Normalerweise würde Anastasiia Panchuk an Heiligabend mit ihrer Familie zusammen sein. Zuhause, wo es warm und gemütlich ist. Mit dem bunt beleuchteten Tannenbaum. Normalerweise würde sie mit ihren Verwandten an einem langen Tisch sitzen und sich gegenseitig das Essen reichen. Mit ihnen sprechen, lachen und die gemeinsame Zeit feiern. Normalerweise. Aber in diesem Jahr ist nichts normal für Anastasiia Panchuk.

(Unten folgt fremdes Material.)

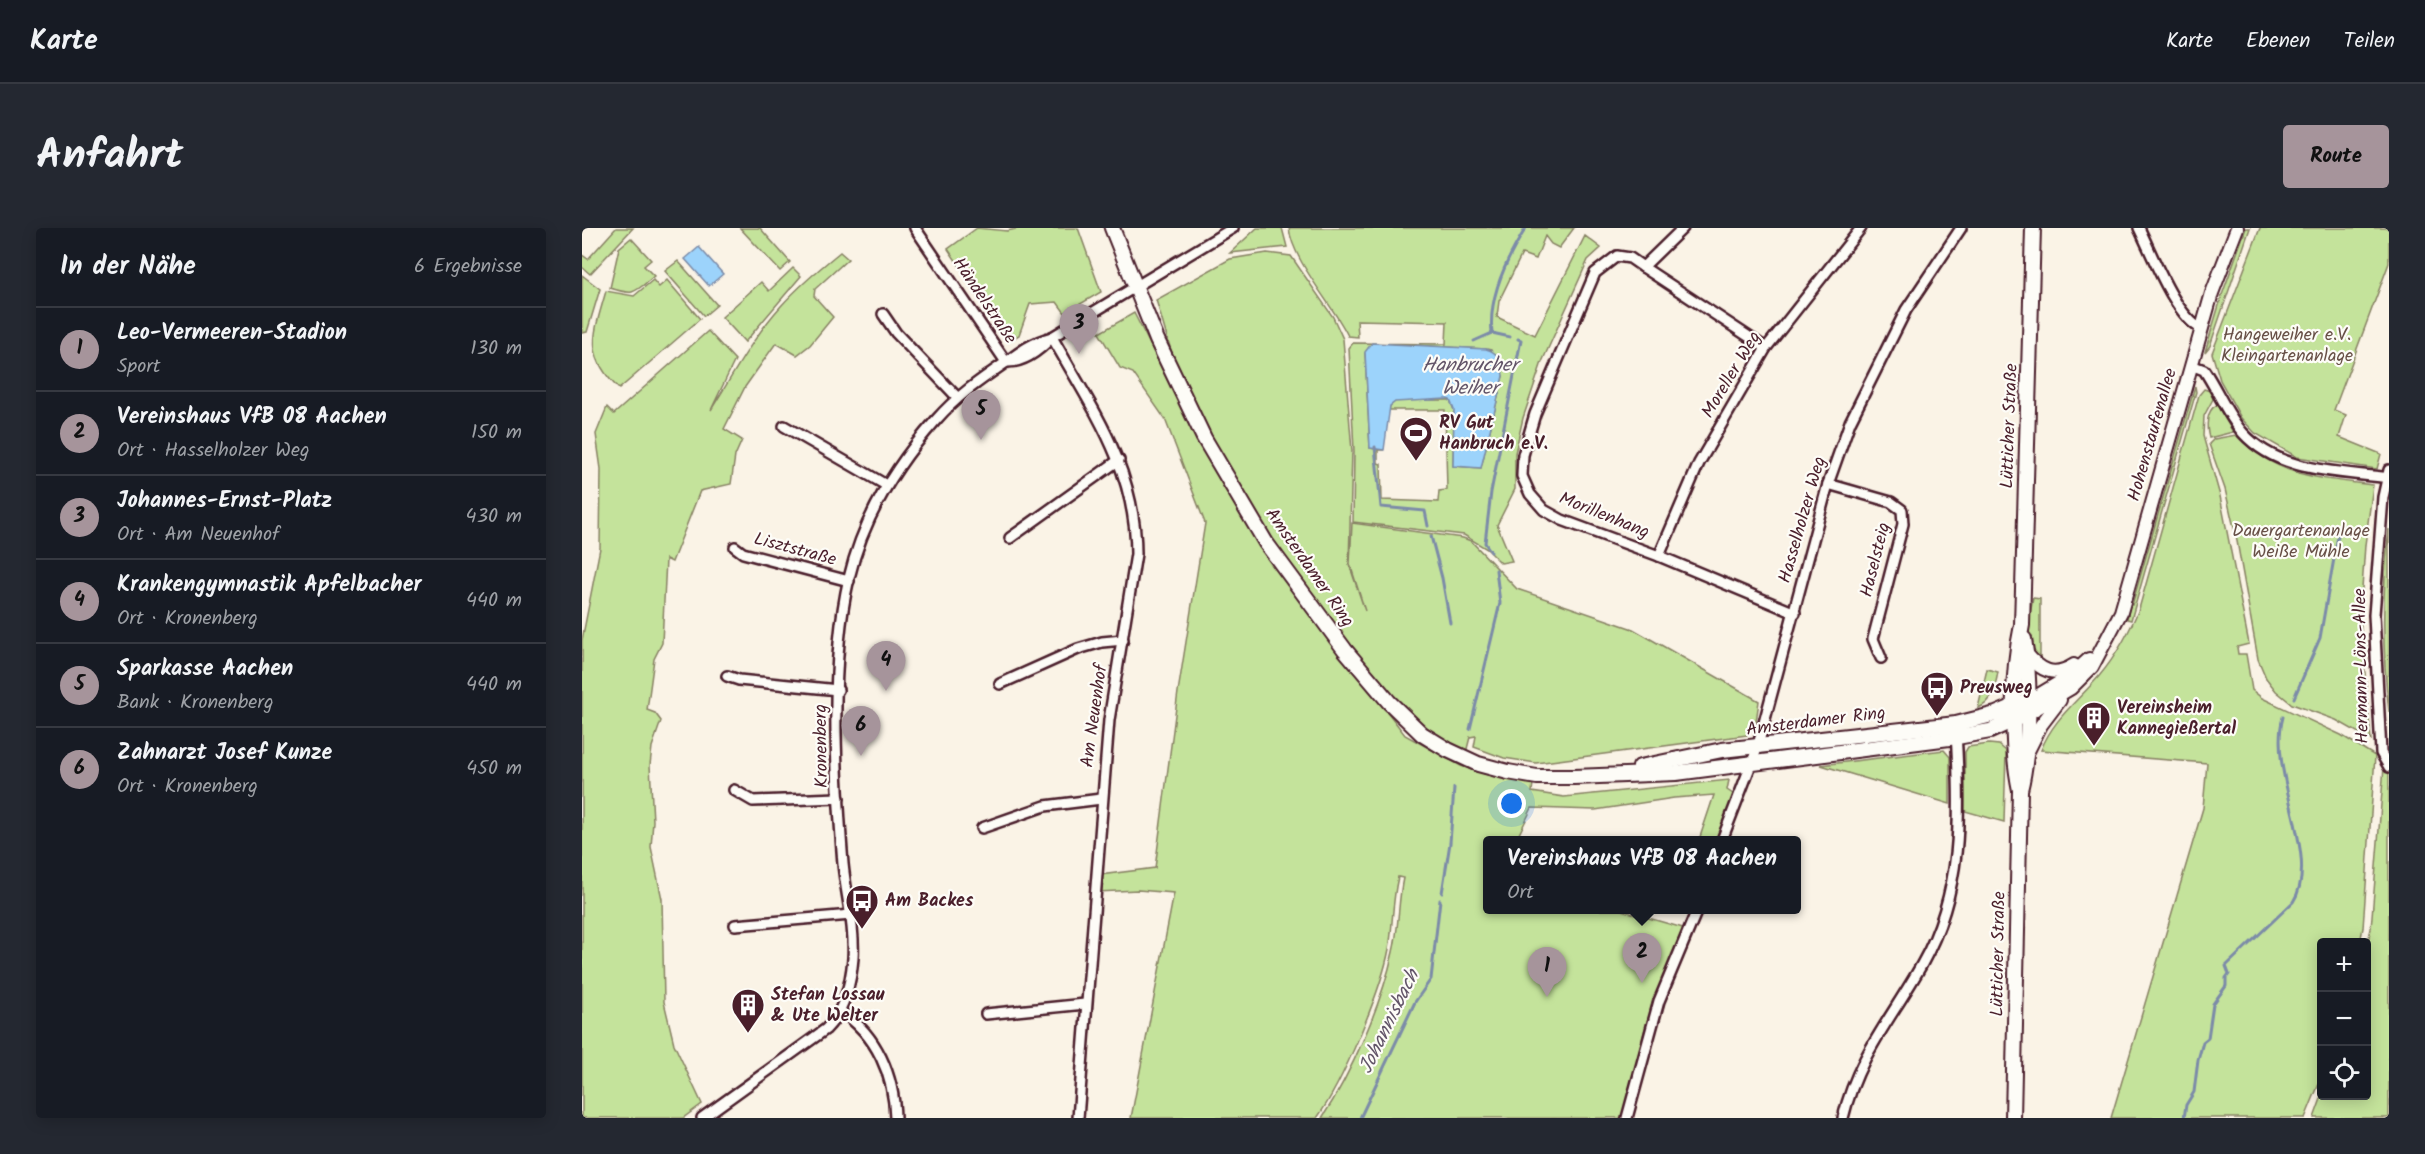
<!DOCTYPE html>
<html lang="de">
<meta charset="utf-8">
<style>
:root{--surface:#171b24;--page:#242831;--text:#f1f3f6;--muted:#9ea1a6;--line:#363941;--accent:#a6949b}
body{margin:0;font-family:Kalam,sans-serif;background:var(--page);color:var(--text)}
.controls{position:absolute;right:18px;bottom:18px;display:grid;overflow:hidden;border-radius:6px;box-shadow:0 3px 15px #0003}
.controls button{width:54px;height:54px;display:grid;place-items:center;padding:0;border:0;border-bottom:2px solid var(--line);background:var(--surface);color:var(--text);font:30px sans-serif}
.you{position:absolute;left:930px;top:576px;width:21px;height:21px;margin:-15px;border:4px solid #fff;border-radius:50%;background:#1a73e8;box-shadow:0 0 0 9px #1a73e833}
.badge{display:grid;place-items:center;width:39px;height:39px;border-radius:50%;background:var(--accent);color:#111;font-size:20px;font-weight:700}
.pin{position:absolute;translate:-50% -50px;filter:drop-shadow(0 2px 3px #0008)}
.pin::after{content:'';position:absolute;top:32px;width:21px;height:18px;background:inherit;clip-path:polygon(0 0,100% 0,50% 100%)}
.popup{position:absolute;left:901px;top:608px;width:318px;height:78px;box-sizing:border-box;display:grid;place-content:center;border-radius:6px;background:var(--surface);filter:drop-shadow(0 2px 4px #0005);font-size:20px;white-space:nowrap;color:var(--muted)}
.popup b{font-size:22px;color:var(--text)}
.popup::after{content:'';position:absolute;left:50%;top:100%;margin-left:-12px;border:12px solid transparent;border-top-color:var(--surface)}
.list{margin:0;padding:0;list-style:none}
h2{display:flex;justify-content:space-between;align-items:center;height:78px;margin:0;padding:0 24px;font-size:26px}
h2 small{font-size:20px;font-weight:400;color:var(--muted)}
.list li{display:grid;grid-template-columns:39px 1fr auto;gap:18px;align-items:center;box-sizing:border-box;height:84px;padding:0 24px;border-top:2px solid var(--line)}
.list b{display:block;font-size:22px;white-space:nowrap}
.list p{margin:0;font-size:20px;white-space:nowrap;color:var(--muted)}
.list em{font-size:20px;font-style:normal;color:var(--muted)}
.icon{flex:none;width:33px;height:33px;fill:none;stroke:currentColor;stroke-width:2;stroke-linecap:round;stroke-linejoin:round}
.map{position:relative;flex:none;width:1807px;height:890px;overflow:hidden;border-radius:6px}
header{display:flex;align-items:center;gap:36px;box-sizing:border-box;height:84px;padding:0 30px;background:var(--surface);border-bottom:2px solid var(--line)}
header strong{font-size:28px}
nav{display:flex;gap:33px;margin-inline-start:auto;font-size:21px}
.intro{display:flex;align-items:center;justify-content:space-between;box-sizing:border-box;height:144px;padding:0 36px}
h1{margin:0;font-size:42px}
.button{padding:15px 27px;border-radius:6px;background:var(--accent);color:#111;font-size:21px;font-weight:700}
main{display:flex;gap:36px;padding:0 36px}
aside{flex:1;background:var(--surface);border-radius:6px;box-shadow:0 3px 15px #0003}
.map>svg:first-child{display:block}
.green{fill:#c4e39b;stroke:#878163;stroke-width:1.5;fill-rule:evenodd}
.water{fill:#9cd3fb;stroke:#7b8ba8;stroke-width:1.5}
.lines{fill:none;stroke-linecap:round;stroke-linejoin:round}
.stream{stroke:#7b8ba8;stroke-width:3}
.street-casing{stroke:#4a1f2b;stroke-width:14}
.secondary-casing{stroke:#4a1f2b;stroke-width:16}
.primary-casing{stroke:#4a1f2b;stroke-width:18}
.street{stroke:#fdfcf7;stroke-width:9}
.secondary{stroke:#fdfcf7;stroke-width:12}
.primary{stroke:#fdfcf7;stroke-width:14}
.labels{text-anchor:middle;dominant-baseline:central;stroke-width:4.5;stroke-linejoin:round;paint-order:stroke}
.street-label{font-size:18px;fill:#4a1f2b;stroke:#fdfcf7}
.park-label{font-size:18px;fill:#685047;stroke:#fdfcf7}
.poi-label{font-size:18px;font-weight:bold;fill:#4a1f2b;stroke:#fdfcf7;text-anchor:start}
.water-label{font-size:20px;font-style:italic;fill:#635569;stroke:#fdfcf7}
</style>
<header>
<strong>Karte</strong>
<nav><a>Karte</a><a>Ebenen</a><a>Teilen</a></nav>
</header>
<div class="intro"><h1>Anfahrt</h1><a class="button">Route</a></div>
<main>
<aside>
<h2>In der Nähe<small>6 Ergebnisse</small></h2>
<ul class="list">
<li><span class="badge">1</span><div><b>Leo-Vermeeren-Stadion</b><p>Sport</p></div><em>130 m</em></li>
<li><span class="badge">2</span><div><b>Vereinshaus VfB 08 Aachen</b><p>Ort · Hasselholzer Weg</p></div><em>150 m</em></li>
<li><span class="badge">3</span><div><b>Johannes-Ernst-Platz</b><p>Ort · Am Neuenhof</p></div><em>430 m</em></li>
<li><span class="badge">4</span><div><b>Krankengymnastik Apfelbacher</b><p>Ort · Kronenberg</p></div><em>440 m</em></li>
<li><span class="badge">5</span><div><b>Sparkasse Aachen</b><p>Bank · Kronenberg</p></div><em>440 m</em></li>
<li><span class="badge">6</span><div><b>Zahnarzt Josef Kunze</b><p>Ort · Kronenberg</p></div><em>450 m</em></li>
</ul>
</aside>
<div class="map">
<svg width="1807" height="890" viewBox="0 0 1807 890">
<rect width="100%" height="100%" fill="#faf3e6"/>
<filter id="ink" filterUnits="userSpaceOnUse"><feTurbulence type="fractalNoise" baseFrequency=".0167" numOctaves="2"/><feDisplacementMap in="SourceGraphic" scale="12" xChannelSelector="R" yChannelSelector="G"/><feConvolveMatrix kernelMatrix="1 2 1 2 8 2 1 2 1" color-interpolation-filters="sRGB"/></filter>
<g filter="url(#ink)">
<g class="green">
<polygon points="34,0 51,0 8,46 0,39 0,27 6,31"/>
<polygon points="158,0 178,0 208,34 198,43"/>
<polygon points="395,0 425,3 438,0 496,0 519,64 483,85 475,74 448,76 437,107 428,112 366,21"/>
<polygon points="675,0 700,0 705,19 648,25"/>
<path d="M707 0H992L977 20 969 16 963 8 954 31 940 26 917 73 915 89 953 107 1003 8 1019 20 1006 32 960 134 941 190 933 225V261L915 297 930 333 919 335 905 321 882 307 771 294 772 223 767 120 771 115 864 116 865 94 775 92 776 109 766 108C751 77 710 32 707 0ZM790 115 904 121 909 122 921 148 899 240 871 238 872 182 868 172H815L808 178 807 182H863L865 262 857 263 856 274 800 272 799 236 796 235V222H802L788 220 783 125Z"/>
<polygon points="1664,0 1668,0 1628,118 1623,124 1640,67"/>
<polygon points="1678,0 1807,0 1807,35 1752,182 1764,187 1757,209 1799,226 1795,241 1715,229 1673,205 1659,190 1638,152 1630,125"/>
<path d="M49 10 69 32 62 38 72 48C52 65 53 68 28 60L37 20Z"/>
<path d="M258 24 266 31 233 61 232 68 251 89 228 117 215 127 194 115 163 159 142 201 160 212 153 228 149 256 118 263 90 334 84 331 80 415 72 431 65 482 73 485 79 493 70 519 68 537 71 593 69 619 80 671 82 774 92 816 120 876 101 890H0V412L18 320 19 241 14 206 25 179 32 186 126 103 153 132 129 182C151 147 171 109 199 78 217 58 237 41 258 24Z"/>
<path d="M685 25 709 28 751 89 761 111 770 223 767 336 783 383 768 336 770 295 881 310 889 313 935 361 1051 401 1177 473 1174 494 1165 507 954 535 922 530 892 519 894 508 888 509 884 525C821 491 785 440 743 384 686 307 632 227 595 138 586 117 581 94 574 72L648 31Z"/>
<polygon points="96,33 135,77 122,88 83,43"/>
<polygon points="211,40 219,48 163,114 140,89 179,54 187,63"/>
<polygon points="0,47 18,61 5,104 0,105"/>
<path d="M71 52 77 59 85 52 118 91 37 161C1 126 12 106 24 63L52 68Z"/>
<path d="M552 85 615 209 771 439 823 507 879 538 909 548 951 555 950 564 982 569 1147 552 1145 562 1151 566 1150 571 1134 612H1117L1132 567 1092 570 1013 582 950 580 934 612H906V682H1039L1101 700 1064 796 1041 890H740C769 846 800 775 811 724 817 700 816 674 821 650L816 649C810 673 811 697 807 721 799 763 760 856 735 890H549L592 665 556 662 515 664 518 647 573 640 596 464 623 295 583 191 551 145 538 140 517 105Z"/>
<polygon points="1613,158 1614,164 1549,392 1545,391 1548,376 1550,377"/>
<path d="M1622 161 1628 163 1631 171 1622 188 1621 208 1638 268 1667 416 1655 419 1656 426H1664L1670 462 1680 470 1759 507 1793 528 1781 700 1778 714H1740L1739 851 1723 890H1529L1621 580 1625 535 1459 522C1470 494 1490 478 1510 456 1531 434 1545 409 1557 381L1617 167Z"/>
<path d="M1635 177 1651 204 1627 210C1624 199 1624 182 1635 177Z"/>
<path d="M1654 207C1695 249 1735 250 1791 257L1783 317 1778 390 1789 512 1754 492 1710 476 1694 463 1684 450 1676 431 1655 313 1643 261 1627 216 1632 211Z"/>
<path d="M1807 301V484C1800 424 1800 362 1807 301Z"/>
<path d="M1451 370 1458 371V435C1442 409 1446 397 1451 370Z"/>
<path d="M1405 441 1416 444C1413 458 1412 474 1396 480Z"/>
<polygon points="1407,516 1417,517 1424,523 1422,594 1383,583 1383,524 1386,519"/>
<polygon points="1362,522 1368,529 1368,576 1239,537"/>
<polygon points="1802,539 1807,544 1807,890 1732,890 1740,868 1784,868 1785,717 1789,701"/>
</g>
<g class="water">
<polygon points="117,19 141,46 127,58 103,31"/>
<path d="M790 115 904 121C918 125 920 134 921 148L899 240 871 238 872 182 868 172 864 171 813 174 808 178 802 222 788 220 783 124Z"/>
</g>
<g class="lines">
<g class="stream">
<path d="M928 109 910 105C906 68 925 30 944 0"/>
<polyline points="892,113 910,105"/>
<polyline points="793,219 799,279 843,283 846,298"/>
<polyline points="849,308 860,350 868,395"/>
<polyline points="909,324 903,315 909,264 939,112 936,111"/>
<polyline points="1712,470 1738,410 1757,302 1776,301"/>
<polyline points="888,501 918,375 914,342"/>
<polyline points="860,665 868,615 872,560"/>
<polyline points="778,890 833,774 849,751 858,672"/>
<path d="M1602 890 1604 877 1612 864 1616 832 1621 814 1626 810 1631 776 1644 758V750L1647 746 1644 738 1711 674C1740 629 1685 546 1701 489"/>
</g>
<g class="street-casing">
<g id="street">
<polyline points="333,0 424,134"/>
<polyline points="1101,0 1061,39 1048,30 1035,28 1013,45 953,186 941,227 940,248 948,266 962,282 980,292 1077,328 1213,385"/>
<path d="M1557 0C1570 26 1594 90 1620 101"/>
<polyline points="1061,39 1184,120"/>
<polyline points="301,86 314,105 375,169"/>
<path d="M470 109C511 182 554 240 554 326L527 492 496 890"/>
<path d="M424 134C442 135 458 122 470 109L651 0"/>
<path d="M1609 137 1622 142C1635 161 1645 187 1661 205 1697 245 1757 243 1807 250"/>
<polyline points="202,198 304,257"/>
<polyline points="1807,242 1801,269 1792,387 1799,525 1807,539"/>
<polyline points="1246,256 1309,274 1320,282 1321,296 1291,411 1299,430"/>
<polyline points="428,310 537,232"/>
<polyline points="153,319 161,325 267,353"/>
<polyline points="1077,328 1117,235 1184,120 1279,0"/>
<polyline points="145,448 157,452 256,462"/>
<polyline points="418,456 496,421 520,414 541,412"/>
<polyline points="152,562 171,573 257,570"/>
<polyline points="400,600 463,578 519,571"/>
<polyline points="1140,612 1175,521 1246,256 1268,194 1324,82 1379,0"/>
<polyline points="153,697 269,687"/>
<path d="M258 783C295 806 312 848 313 890"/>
<polyline points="404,786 503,776"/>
<path d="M120 890 244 801C262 783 269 755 271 730 273 698 264 667 261 636 254 547 247 437 267 350 281 290 313 238 354 192 375 168 397 153 423 135 439 123 451 114 470 109"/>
<polyline points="1045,890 1077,773 1115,682"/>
<path d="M1261 890C1276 827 1310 790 1340 736 1381 663 1379 586 1374 504"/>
</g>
</g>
<g class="secondary-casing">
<g id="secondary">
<path d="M1444 425C1459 443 1471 450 1492 437"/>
<polyline points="1445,474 1488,448 1507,431"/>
<polyline points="1445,486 1489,460 1510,439 1539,384 1630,65 1655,0"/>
<polyline points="1445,525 1459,497 1478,472"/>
</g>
</g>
<g class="primary-casing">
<g id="primary">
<polyline points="530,0 575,112 622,210 684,315 763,422 807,474 840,506 866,522 896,536 926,544 955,549 992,549 1094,545 1375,509 1408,503 1445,486"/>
<polyline points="1058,539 1140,522 1374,496 1414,486 1440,475"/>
<path d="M1438 562C1428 516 1430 443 1440 397L1451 0"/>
<path d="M1431 890 1438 562C1448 523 1449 451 1442 411"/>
</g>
</g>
<use href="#street" class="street"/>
<use href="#secondary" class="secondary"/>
<use href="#primary" class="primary"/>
</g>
</g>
<defs>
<g id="stadium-pin" transform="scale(1.725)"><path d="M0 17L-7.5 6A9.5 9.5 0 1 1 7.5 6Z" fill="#4a1f2b" stroke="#fdfcf7"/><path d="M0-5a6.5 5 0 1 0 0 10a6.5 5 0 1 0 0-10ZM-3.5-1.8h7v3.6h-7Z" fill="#fff"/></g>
<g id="bus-pin" transform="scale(1.725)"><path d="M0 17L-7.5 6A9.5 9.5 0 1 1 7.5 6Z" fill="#4a1f2b" stroke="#fdfcf7"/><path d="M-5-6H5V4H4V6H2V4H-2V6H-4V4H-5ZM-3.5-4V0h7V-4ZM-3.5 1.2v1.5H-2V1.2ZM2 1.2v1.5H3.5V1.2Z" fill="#fff"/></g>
<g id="building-pin" transform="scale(1.725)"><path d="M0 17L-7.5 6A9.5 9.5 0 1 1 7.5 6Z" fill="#4a1f2b" stroke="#fdfcf7"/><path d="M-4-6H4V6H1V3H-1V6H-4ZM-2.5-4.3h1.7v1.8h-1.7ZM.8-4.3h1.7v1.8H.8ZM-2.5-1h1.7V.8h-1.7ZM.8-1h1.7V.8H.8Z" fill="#fff"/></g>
</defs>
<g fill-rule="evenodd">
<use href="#stadium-pin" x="834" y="205"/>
<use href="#bus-pin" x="1355" y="460"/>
<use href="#building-pin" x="1512" y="490"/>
<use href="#bus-pin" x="280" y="673"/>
<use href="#building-pin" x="166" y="777"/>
</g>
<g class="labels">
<g class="street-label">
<text transform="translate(402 73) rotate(56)">Händelstraße</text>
<text transform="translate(1150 147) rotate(-59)">Moreller Weg</text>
<text transform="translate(1428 198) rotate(-88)">Lütticher Straße</text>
<text transform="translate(1571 207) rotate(-74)">Hohenstaufenallee</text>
<text transform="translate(1022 288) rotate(22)">Morillenhang</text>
<text transform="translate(1221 292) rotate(-74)">Hasselholzer Weg</text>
<text transform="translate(213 322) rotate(15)">Lisztstraße</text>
<text transform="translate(1294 332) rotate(-76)">Haselsteig</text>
<text transform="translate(727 340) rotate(55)">Amsterdamer Ring</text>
<text transform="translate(1780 438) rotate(-91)">Hermann-Löns-Allee</text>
<text transform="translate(513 488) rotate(-82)">Am Neuenhof</text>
<text transform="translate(1234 494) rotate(-7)">Amsterdamer Ring</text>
<text transform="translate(240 518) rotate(-91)">Kronenberg</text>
<text transform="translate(1417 726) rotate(-89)">Lütticher Straße</text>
</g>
<g class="park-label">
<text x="1705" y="107">Hangeweiher e.V.<tspan x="1705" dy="21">Kleingartenanlage</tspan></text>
<text x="1719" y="303">Dauergartenanlage<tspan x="1719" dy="21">Weiße Mühle</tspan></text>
</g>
<g class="poi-label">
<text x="857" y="195">RV Gut<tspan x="857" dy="21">Hanbruch e.V.</tspan></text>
<text x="1378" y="460">Preusweg</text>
<text x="1535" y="480">Vereinsheim<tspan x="1535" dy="21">Kannegießertal</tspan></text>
<text x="303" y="673">Am Backes</text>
<text x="189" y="767">Stefan Lossau<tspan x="189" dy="21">&amp; Ute Welter</tspan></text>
</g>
<g class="water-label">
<text x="888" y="138">Hanbrucher<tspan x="888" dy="23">Weiher</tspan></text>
<text transform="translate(808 794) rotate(-64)">Johannisbach</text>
</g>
</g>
</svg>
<div class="controls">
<button>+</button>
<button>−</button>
<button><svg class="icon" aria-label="locate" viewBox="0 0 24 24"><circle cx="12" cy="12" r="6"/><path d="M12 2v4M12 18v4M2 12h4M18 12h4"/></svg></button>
</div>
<div class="you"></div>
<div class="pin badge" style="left:965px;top:769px">1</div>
<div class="pin badge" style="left:1060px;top:755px">2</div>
<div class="popup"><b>Vereinshaus VfB 08 Aachen</b>Ort</div>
<div class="pin badge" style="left:497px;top:126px">3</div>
<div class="pin badge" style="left:304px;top:463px">4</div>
<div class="pin badge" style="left:399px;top:212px">5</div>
<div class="pin badge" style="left:279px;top:528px">6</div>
</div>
</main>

Die 35-Jährige ist mit ihrer fünfjährigen Tochter Nadia aus der Ukraine geflohen. Aus Mykolajiw, ihrer Heimatstadt. Sie haben Krieg, Vernichtung und Mord hinter sich gelassen und Asyl in Heggen gefunden. Doch die Angst ist geblieben. Sie sorgen sich um ihre Liebsten, die in der Ukraine zurückgeblieben sind. Vor allem um Michailo (35), Anastasiias Mann und Nadias Vater.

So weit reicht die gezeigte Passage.